Her article expressed frustration with Joe's comments. She referenced the lack of factual evidence linking sugar consumption with ADHD. She also talked about the more complicated dietary issues for those with ADHD.  

In her article, she discussed that it is common for those with ADHD to have sensory issues around food. This can mean that they prefer to stick to ‘safe’ foods, which may be ultra-processed or contain high amounts of sugar or complex carbohydrates. The appeal of these foods is that they do not vary in taste or texture, unlike foods such as fresh fruit or vegetables.  

Additionally, people with ADHD can find the preparation of nutritious, home-cooked meals challenging. This can be because they find the steps in a recipe overwhelming. Also they may not have the energy or focus required to cook a meal from scratch. 

It is important to note that Joe Wicks has since apologised for his comments. He acknowledges that ADHD is linked to a number of different factors, not just diet. He still maintained, however, that eating a balanced diet does impact mood, energy levels, and mental health, whether you have ADHD or not. 

Managing ADHD positively 

It is not fully understood what causes ADHD, however research suggests genetic, environmental, and neurobiological factors play a part. Genetics play a significant role, with studies indicating that ADHD tends to run in families. Other factors such as exposure to toxins during pregnancy or early childhood, or the structure of an individual’s brain can also contribute to the likelihood of having ADHD. 

Whilst diet plays an important part in ADHD management, and a person’s wellbeing in general, there are plenty more things to consider when it comes to managing ADHD symptoms effectively. 

ADHD Medication  

Stimulant and non-stimulant medications are commonly prescribed to manage ADHD symptoms. They work by increasing neurotransmitter levels in the brain, improving focus, attention, and impulse control. 
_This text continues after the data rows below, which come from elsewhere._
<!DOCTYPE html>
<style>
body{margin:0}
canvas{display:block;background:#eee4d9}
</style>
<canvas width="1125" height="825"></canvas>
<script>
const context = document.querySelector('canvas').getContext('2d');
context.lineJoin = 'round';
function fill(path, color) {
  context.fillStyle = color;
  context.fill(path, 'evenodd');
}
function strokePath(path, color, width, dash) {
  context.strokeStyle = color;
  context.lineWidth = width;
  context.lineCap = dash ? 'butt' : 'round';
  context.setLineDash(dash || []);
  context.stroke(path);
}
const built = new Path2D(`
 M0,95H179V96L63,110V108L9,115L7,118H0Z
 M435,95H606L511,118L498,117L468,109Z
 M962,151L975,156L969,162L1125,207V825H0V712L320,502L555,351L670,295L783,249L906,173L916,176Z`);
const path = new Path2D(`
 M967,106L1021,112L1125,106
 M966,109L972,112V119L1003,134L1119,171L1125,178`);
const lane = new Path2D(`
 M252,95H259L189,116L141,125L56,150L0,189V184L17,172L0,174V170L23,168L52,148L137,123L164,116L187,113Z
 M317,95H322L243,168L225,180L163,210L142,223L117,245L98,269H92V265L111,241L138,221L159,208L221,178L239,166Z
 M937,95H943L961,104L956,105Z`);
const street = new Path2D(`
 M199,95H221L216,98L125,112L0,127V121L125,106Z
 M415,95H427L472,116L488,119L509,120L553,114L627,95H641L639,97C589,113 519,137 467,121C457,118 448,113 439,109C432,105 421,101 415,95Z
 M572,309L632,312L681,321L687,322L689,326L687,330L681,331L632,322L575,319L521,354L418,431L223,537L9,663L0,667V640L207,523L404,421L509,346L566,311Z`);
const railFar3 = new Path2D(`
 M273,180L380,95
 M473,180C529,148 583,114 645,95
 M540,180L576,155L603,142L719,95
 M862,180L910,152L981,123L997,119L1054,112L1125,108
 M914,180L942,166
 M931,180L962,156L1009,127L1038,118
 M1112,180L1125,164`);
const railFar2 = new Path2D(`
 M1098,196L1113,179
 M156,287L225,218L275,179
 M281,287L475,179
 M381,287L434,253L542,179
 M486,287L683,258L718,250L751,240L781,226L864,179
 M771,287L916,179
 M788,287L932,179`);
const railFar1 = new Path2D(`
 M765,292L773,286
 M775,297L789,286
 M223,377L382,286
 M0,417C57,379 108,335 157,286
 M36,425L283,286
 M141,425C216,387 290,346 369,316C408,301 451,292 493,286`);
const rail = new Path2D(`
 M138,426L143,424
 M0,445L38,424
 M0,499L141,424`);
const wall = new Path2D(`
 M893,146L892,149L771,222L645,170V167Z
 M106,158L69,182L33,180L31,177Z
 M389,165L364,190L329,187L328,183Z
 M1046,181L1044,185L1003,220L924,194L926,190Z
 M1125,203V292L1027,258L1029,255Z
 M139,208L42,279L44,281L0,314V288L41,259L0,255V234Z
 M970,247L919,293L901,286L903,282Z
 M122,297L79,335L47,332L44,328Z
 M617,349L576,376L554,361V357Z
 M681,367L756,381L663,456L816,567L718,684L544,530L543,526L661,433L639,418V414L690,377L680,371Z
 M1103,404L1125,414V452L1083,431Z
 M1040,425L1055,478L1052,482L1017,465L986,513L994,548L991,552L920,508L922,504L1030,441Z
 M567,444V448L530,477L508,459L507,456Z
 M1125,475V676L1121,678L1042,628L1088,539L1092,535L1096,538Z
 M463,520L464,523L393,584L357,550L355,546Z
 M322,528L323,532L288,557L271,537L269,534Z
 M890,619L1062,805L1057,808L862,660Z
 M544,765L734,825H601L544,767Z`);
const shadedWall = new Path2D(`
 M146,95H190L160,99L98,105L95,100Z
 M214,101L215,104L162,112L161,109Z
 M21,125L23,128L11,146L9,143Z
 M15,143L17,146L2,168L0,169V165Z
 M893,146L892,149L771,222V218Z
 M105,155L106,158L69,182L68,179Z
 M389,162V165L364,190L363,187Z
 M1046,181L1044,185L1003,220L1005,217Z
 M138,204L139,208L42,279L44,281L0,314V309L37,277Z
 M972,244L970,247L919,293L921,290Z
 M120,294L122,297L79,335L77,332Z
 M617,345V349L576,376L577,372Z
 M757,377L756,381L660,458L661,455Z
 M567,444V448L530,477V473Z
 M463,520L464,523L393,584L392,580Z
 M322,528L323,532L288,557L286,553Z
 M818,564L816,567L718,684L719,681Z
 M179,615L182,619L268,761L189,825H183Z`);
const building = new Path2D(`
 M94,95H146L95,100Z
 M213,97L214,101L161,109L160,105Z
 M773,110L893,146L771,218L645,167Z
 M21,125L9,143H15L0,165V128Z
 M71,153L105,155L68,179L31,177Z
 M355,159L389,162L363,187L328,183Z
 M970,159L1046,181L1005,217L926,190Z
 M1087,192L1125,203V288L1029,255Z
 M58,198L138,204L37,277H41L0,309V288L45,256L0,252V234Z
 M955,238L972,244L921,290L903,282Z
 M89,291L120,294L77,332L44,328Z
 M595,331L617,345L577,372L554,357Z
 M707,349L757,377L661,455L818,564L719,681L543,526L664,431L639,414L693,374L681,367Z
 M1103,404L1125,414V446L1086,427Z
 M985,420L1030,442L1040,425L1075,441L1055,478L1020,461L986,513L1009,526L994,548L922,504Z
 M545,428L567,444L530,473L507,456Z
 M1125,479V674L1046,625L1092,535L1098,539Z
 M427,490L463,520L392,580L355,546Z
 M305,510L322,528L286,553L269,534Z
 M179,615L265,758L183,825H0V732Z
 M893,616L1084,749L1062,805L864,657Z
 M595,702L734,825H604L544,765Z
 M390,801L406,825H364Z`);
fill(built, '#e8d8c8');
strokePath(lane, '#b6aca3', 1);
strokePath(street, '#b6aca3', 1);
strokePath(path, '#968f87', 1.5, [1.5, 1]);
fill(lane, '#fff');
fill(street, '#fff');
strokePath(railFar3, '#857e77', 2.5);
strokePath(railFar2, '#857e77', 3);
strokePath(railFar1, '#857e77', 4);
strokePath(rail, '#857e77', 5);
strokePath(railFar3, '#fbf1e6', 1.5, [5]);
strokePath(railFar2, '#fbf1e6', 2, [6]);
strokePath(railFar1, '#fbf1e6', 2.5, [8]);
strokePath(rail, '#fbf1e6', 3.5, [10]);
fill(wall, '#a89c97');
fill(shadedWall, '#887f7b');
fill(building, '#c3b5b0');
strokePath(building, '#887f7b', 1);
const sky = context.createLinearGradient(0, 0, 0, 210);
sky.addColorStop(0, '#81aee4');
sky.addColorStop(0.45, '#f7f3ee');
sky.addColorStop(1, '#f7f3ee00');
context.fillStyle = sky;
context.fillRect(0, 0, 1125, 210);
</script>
Regular physical activity, such as aerobic exercise and strength training, can improve attention, mood, and executive function for those with ADHD by increasing dopamine and norepinephrine levels in the brain. 


Sleep is hugely important for individuals with ADHD. Maintaining a consistent sleep schedule, limiting screen time before bed, and creating a relaxing bedtime routine, can all help improve attention, mood, and cognitive function. For more on bedtime routines that can help ADHD read our article here.

Mindfulness and Meditation 

Practices like meditation, deep breathing exercises, and progressive muscle relaxation can help reduce stress, improve self-awareness, and enhance emotional regulation if you have ADHD. 


In conclusion, the myth that sugar consumption is linked to ADHD is not supported by scientific evidence. While it's crucial to encourage healthy eating habits, attributing ADHD symptoms solely to sugar oversimplifies the complexity of neurodevelopmental challenges. 

Instead of focusing on simplistic explanations and quick fixes, we must embrace a fully-rounded understanding of ADHD. It's important to acknowledge its multifactorial nature and support evidence-based interventions and support for individuals living with ADHD. By debunking misconceptions and promoting accurate knowledge, we can strive for a more enlightened and empathetic approach to ADHD.